A novel heterozygous IGF-1 receptor mutation associated with hypoglycemia

Abstract

Mutation in the insulin-like growth factor-1 receptor (IGF1R) gene is a rare cause for intrauterine and postnatal growth disorders. Patients identified with IGF1R mutations present with either normal or impaired glucose tolerance. None of the cases described so far showed hypoglycemia. We aimed to identify the genetic basis for small for gestational age, short stature and hypoglycemia over three generations in one family. The proband, a 9-year-old male, presented in infancy with recurrent hypoglycemic episodes, symmetric intrauterine growth retardation and postnatal growth retardation. Blood DNA samples from the patient, his parents, a maternal sister and maternal grandmother underwent Sanger sequencing of the IGF1R gene. Primary skin fibroblast cultures of the patient, his mother and age- and sex-matched control donors were used for gene expression and receptor functional analyses. We found a novel heterozygous mutation (c.94 + 1g > a, D1105E) affecting the splicing site of the IGF1R mRNA in the patient, his mother and his grandmother. Primary fibroblast cultures derived from the patient and his mother showed reduced proliferation and impaired activation of the IGF1R, evident by reduced IGF1R and AKT phosphorylation upon ligand binding. In conclusion, the newly identified heterozygous missense mutation in exon 1 of IGF1R (D1105E) results in impaired IGF1R function and is associated with small for gestational age, microcephaly and abnormal glucose metabolism. Further studies are required to understand the mechanisms by which this mutation leads to hypoglycemia.

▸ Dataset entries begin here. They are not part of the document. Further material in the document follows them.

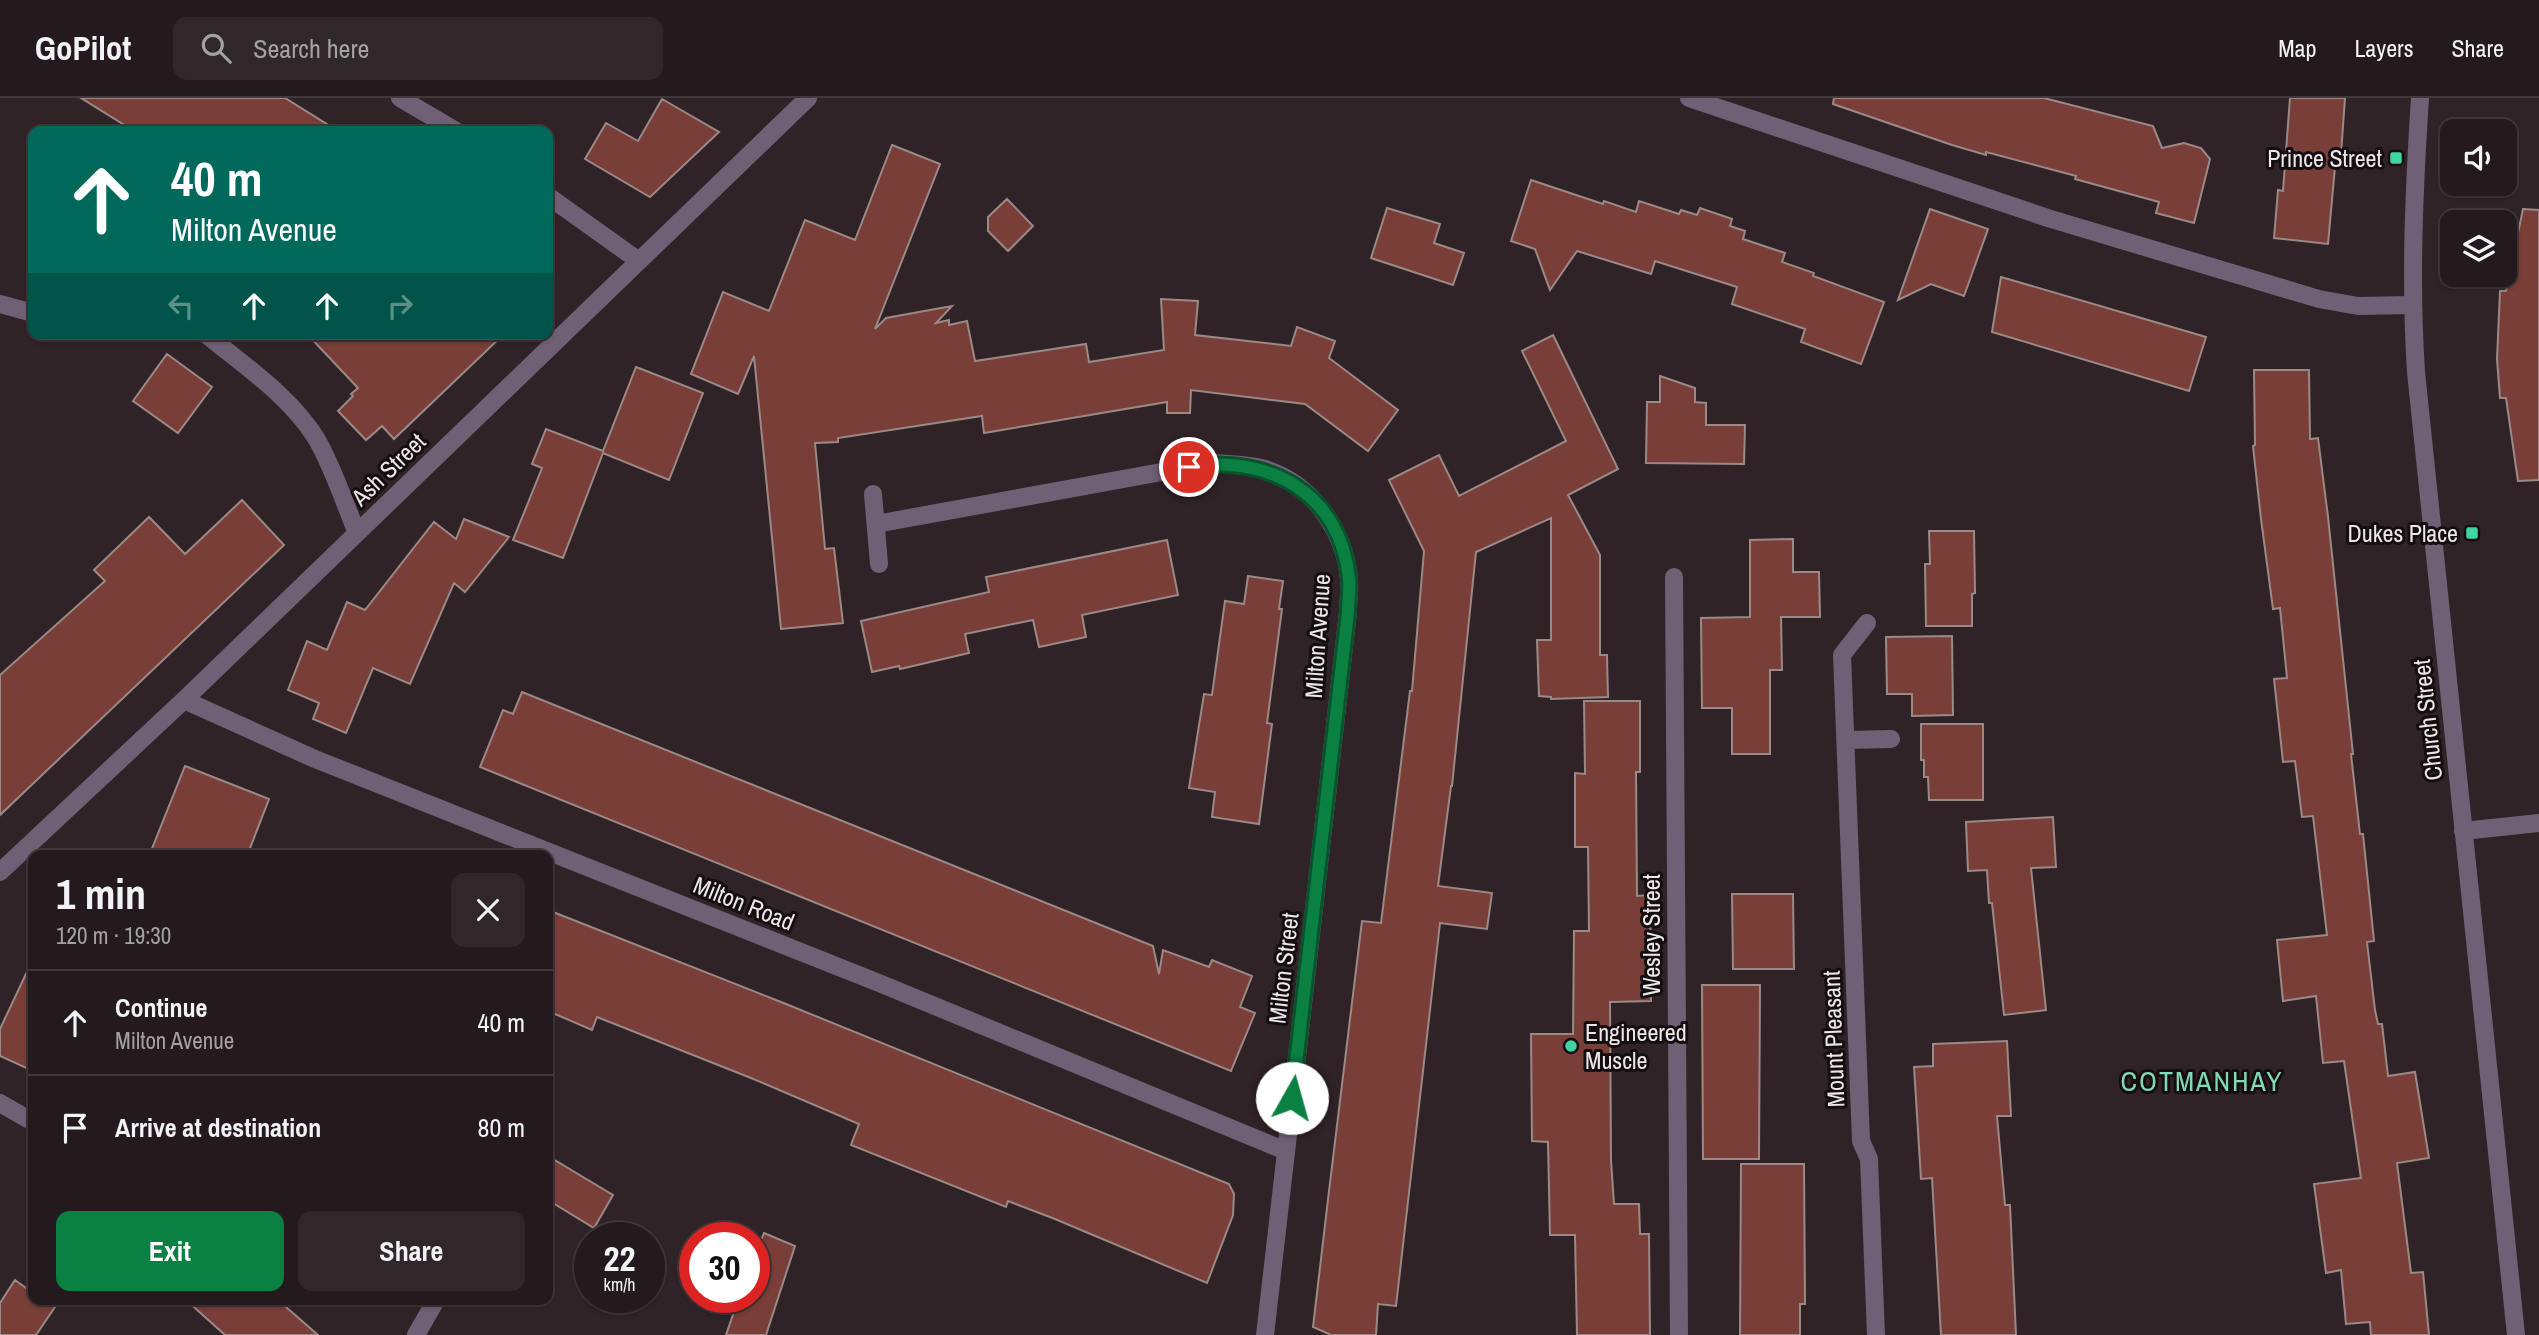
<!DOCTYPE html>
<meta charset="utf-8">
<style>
body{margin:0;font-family:"Archivo Narrow",sans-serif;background:#30272b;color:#f1f3f6;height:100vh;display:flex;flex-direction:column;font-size:26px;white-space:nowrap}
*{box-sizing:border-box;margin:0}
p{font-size:23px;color:#a3a1a4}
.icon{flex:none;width:38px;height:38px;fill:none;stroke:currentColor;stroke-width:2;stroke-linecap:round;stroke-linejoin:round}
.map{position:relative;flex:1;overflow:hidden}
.side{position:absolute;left:28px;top:752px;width:525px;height:455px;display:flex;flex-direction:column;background:#241a1e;border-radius:14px;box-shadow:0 2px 5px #0004,0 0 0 2px #41383c}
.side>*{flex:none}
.guide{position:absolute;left:28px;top:28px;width:525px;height:214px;border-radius:14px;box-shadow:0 2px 5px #0004,0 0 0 2px #41383c;background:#00695c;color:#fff;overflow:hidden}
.buttons{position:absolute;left:2440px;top:21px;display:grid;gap:14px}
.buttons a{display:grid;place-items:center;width:77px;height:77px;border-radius:14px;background:#241a1e;box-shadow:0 2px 5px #0004,0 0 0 2px #41383c;font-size:35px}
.speed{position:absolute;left:574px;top:1124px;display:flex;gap:14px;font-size:35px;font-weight:700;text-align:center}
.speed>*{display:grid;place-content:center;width:91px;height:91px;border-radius:50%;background:#241a1e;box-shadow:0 2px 5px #0004,0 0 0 2px #41383c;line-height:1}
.speed small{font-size:18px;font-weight:400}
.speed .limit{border:10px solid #d22;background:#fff;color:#111}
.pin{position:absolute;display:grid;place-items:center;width:60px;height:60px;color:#fff;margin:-30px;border:4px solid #fff;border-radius:50%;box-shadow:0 2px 7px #0007}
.me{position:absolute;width:77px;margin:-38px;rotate:7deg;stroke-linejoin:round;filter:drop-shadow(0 0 5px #0008)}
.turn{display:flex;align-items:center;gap:24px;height:147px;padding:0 28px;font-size:32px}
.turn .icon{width:91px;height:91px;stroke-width:2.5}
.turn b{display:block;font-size:49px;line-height:60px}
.lanes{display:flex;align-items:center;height:66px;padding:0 28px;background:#0003;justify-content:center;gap:35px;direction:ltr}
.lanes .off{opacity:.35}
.round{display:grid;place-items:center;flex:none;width:74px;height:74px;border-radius:14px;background:#30272b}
.summary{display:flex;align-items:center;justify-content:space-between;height:119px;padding:0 28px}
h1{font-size:42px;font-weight:700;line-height:52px}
.cta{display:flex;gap:14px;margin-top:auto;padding:14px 28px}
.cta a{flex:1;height:80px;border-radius:14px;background:#0b8043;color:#fff;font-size:28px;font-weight:700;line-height:80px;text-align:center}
.cta a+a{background:#30272b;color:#f1f3f6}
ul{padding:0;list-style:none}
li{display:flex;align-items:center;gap:21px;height:105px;padding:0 28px;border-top:2px solid #41383c}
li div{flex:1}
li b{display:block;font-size:26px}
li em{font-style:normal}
header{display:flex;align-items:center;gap:42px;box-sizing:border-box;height:98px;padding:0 35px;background:#241a1e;border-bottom:2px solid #41383c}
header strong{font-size:33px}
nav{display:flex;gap:38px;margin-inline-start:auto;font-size:24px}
.search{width:490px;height:63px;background:#30272b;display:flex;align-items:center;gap:18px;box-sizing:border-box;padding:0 24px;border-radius:14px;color:#a3a1a4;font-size:26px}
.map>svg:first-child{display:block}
.building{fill:#783e37;stroke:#9b8986;stroke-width:2}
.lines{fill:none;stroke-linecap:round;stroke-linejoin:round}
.service{stroke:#706075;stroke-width:18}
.minor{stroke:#706075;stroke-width:18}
.tertiary{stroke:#706075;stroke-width:18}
.route-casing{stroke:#07532c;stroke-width:18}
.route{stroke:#0b8043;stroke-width:12}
.poi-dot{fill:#40d4a2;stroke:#140e11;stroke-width:2.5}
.labels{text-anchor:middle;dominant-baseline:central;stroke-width:6;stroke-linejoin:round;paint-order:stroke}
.poi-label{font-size:24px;fill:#efe6e9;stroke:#140e11;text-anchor:end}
.street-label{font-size:24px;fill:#efe6e9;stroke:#140e11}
.quarter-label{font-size:28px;letter-spacing:2px;fill:#81d9b5;stroke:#140e11}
</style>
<header>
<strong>GoPilot</strong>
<div class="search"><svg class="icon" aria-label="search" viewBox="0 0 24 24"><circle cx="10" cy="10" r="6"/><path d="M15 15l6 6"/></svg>Search here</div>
<nav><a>Map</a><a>Layers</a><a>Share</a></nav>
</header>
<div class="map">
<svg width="2539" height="1237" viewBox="0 0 2539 1237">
<rect width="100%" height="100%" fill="#302328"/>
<path class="building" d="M81,0H285L338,33H134Z
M1834,0H2044L2153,28L2162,50L2184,45L2201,50L2210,61L2194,125L2156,115L2159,104L2075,81L2076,78L1986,54V57L1952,47L1833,6Z
M2290,0H2345L2340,70L2335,69L2328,146L2274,140L2278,92L2283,93Z
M662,1L719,34L650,99L585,61L606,25L638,43Z
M892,47L940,66L875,231L886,220L952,208L936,225L949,222V227L967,223L975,263L1086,246L1089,264L1164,252L1161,201L1198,203L1195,237L1291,248L1297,229L1335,243L1329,260L1398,312L1368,353L1305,306L1191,292L1190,315H1167V304L984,335L982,318L838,340V344L815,345L825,451L834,450L843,525L781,531L754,258L738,296L691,276L723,194L769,213L805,122L855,142Z
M1531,82L1603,106L1604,103L1636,114L1639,103L1679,116L1681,112L1697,117L1700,110L1732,121L1730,128L1745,133L1743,141L1785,155L1782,164L1814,175L1813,178L1884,204L1861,266L1801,244L1805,231L1732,206L1737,189L1655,163L1651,176L1577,153L1550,192L1535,151L1511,143Z
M1007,101L1033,128L1008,153L988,133V119Z
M1387,110L1440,126L1434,145L1464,155L1453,187L1371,160Z
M1930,111L1988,131L1964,198L1931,186L1898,202Z
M2523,111L2539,112V382L2518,383L2506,300H2500L2497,261L2500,193H2506Z
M2001,179L2206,239L2189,293L1992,234Z
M307,236H504L394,341L382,328L366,342L338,313L353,298L351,296L358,290Z
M1553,237L1618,371L1568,397L1600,457V557H1607L1608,599L1551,601V599L1539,598L1537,542H1551V420L1476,454L1452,688H1451L1438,788L1492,795L1487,831L1440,825L1396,1208L1378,1206L1376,1237H1331L1313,1229L1329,1093L1362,823L1381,825L1410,593H1412L1424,453L1389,382L1439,357L1459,398L1566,343L1522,253Z
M167,256L212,289L178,335L133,303Z
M636,269L703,295L669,382L603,355L563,460L513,442L542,370L532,366L546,331L603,353Z
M2254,272H2309L2310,341L2318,340L2328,419L2353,656H2351L2360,736H2363L2374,843L2367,844L2375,912L2378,926H2382L2388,978L2415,974L2429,1060L2397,1065L2411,1175L2423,1174L2429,1237H2371L2370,1224L2346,1226L2341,1172L2326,1175L2314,1086L2361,1080L2344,963L2323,965L2316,898L2283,903L2277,842L2327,837L2313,718L2302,719L2295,663L2283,664L2274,581L2287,580L2280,510L2273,511L2261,421L2253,348L2255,347Z
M1660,278L1695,290V304L1706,305V327H1745L1744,366L1646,365L1647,304H1660Z
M242,402L284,447L0,717V577L105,483L94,472L149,419L185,456Z
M464,421L509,439L465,494L454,485L410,586L373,570L346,635L313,621L319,605L288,592L307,543L327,552L347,504L365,512L434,424L456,441Z
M1929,433H1974L1975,495L1972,496V528H1926L1925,466H1930Z
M1793,441V474H1819L1820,519H1781L1782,572H1770V656H1732V610H1702L1701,520L1750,519V442Z
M1167,442L1178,497L1082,517L1086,539L1039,549L1033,522L965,536L969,555L900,571L899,568L872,574L861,523L989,494L986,479Z
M1248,478L1283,483L1279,511H1282L1267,625L1272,626L1259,726L1212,719L1215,694L1189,690L1204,596L1212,597L1225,503L1244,506Z
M1952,538L1953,617L1912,618V596H1887L1886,539Z
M522,594L1153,848L1159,876L1163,852L1209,869L1212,862L1252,878L1240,909L1255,915L1231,973L480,669L503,612L513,616Z
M1584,603H1640V674H1636L1637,798L1650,797L1651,903L1610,904L1611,1062L1614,1106H1639L1640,1136H1649L1650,1237H1577L1575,1137H1550L1548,1044L1532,1043L1531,936H1573L1574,833H1589L1588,749H1575V675L1585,676Z
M1921,626H1983V702H1929L1928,679H1924V662H1921Z
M185,668L269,701L247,758H149Z
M2053,719L2056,769L2031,770L2046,912L2004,917L1992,805H1989L1987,772L1968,773L1966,724Z
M1732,796H1793L1794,871H1733Z
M548,812L781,904L1229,1086L1234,1096L1233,1117L1207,1185L1055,1121L1008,1103L1006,1109L851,1047L859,1026L751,980L597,919L592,932L548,913Z
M33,861V973L0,958V931Z
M1702,887H1760L1759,1061H1703Z
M2007,943L2011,1018H1997L2005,1107H2010L2016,1237H1941L1932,1080L1921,1081L1914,969L1933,968V946Z
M548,1058L613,1097L594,1130L548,1102Z
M1741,1066H1804L1805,1206H1800V1237H1740Z
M764,1135L795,1148L766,1237H726L739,1199H754V1159Z
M15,1182L33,1195V1202H45L55,1209L36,1237H0V1205Z
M186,1202H278L318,1237H225Z"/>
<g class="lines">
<path class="service" d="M416,1237L436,1202"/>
<path class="minor" d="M400,0L456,33
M1689,0L2051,121L2319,201L2358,208L2411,207
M548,98L639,163
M0,206L33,215
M206,236C244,268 289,297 316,340C333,369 344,404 357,435
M873,396L879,466
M876,426L1211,365C1229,366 1248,366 1265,371C1312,385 1345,434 1349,481C1350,492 1348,503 1348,514L1265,1237
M1674,479L1679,1237
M1867,525L1842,557L1861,1043L1869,1061L1876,1237
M184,602L315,661L879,885L1286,1053
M1847,642L1891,641
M2463,733L2539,725
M0,774L184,602L808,0
M0,1005L33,1024"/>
<path class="tertiary" d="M2420,0C2414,92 2410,182 2416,274L2516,1237"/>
</g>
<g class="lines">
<defs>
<path id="route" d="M1189,369C1268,356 1341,395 1349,481C1350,492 1348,503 1348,514L1292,1000"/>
</defs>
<use href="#route" class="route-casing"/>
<use href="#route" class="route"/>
</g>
<g class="poi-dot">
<rect x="2389" y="53" width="14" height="14" rx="3.5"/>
<rect x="2465" y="428" width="14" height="14" rx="3.5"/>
<circle cx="1571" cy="948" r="7"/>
</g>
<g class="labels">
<g class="poi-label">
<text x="2382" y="60">Prince Street</text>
<text x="2458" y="435">Dukes Place</text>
<text x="1585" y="934" text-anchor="start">Engineered<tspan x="1585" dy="28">Muscle</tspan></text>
</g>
<g class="street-label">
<text transform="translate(388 371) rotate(-44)">Ash Street</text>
<text transform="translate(1317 538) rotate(-86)">Milton Avenue</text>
<text transform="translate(2427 622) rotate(-96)">Church Street</text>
<text transform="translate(744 805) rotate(22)">Milton Road</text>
<text transform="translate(1651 837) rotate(-90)">Wesley Street</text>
<text transform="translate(1283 870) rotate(-83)">Milton Street</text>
<text transform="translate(1833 941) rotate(-92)">Mount Pleasant</text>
</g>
<g class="quarter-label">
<text x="2202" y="983">COTMANHAY</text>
</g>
</g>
</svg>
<div class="buttons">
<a><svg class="icon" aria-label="sound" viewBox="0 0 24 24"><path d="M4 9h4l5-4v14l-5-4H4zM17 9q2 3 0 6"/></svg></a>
<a><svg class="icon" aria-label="layers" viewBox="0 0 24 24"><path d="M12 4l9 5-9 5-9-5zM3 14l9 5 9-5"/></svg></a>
</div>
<div class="speed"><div>22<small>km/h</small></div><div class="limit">30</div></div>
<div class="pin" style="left:1189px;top:369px;background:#d93025"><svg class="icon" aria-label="arrive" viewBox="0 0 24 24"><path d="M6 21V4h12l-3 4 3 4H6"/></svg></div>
<svg class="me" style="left:1292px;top:1000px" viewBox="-20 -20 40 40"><circle r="19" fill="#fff"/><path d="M0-13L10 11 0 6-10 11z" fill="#0b8043"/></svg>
<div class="guide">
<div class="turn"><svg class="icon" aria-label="ahead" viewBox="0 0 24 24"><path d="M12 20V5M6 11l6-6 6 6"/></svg><div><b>40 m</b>Milton Avenue</div></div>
<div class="lanes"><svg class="icon off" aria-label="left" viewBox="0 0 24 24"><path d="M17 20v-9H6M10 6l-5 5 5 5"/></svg><svg class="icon" aria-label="ahead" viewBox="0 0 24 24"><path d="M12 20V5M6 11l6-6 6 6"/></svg><svg class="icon" aria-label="ahead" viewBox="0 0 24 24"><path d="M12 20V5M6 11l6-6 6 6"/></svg><svg class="icon off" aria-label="right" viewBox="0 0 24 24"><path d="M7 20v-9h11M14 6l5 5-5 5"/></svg></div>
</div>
<section class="side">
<div class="summary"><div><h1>1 min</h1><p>120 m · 19:30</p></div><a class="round"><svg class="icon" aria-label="close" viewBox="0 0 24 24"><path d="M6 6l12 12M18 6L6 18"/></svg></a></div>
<ul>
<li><svg class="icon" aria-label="ahead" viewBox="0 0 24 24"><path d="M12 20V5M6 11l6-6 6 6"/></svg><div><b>Continue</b><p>Milton Avenue</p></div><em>40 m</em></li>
<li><svg class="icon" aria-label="arrive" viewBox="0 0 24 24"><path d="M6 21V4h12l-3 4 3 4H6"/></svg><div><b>Arrive at destination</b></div><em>80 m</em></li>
</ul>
<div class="cta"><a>Exit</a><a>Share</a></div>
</section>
</div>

Keywords: IGF-1 receptor (IGF1R); IUGR; SGA; hypoglycemia; insulin-like growth factor-1 (IGF-1).

Figure 1

Pedigree of the index patient’s (arrow) family and known relatives. Gray symbols indicate subjects with diagnosed type 2 diabetes mellitus; black symbols mark individuals with present or past hypoglycemia. Below the symbols, height SDS is given. Rods – subjects for whom genetic analyses of the IGF1R were performed. Individuals carrying the heterozygous c.94+1g > a IGF1R mutation are indicated by asterisks (*).

Figure 2

Serum IGF-1 levels of the index case, expressed as SDS for age and gender.

Figure 3

Western blot analysis of IGF1R-mediated signaling in IGF1R-mutant patient and mother. Fibroblast cultures of proband, mother and control were serum-starved for 24 h, after which they were treated with IGF-1 (50 ng/mL) for 10 min. At the end of the incubation period, cells were lysed and electrophoresed through SDS-PAGE. Membranes were incubated with antibodies against total- and phospho-IGF1R, AKT and ERK. Tubulin levels were measured as a loading control.

Figure 4

Proliferation assays fibroblasts of patient and mother. Fibroblasts were grown in serum-containing media for 24 h, after which proliferation tests were performed using an XTT assay. Values on the y-axis represent arbitrary units of absorbance. A value of 100% was assigned to the number of cells in control cultures. The bars represent mean ± s.e.m. of three independent experiments, performed each in triplicate samples. *P < 0.05 vs control.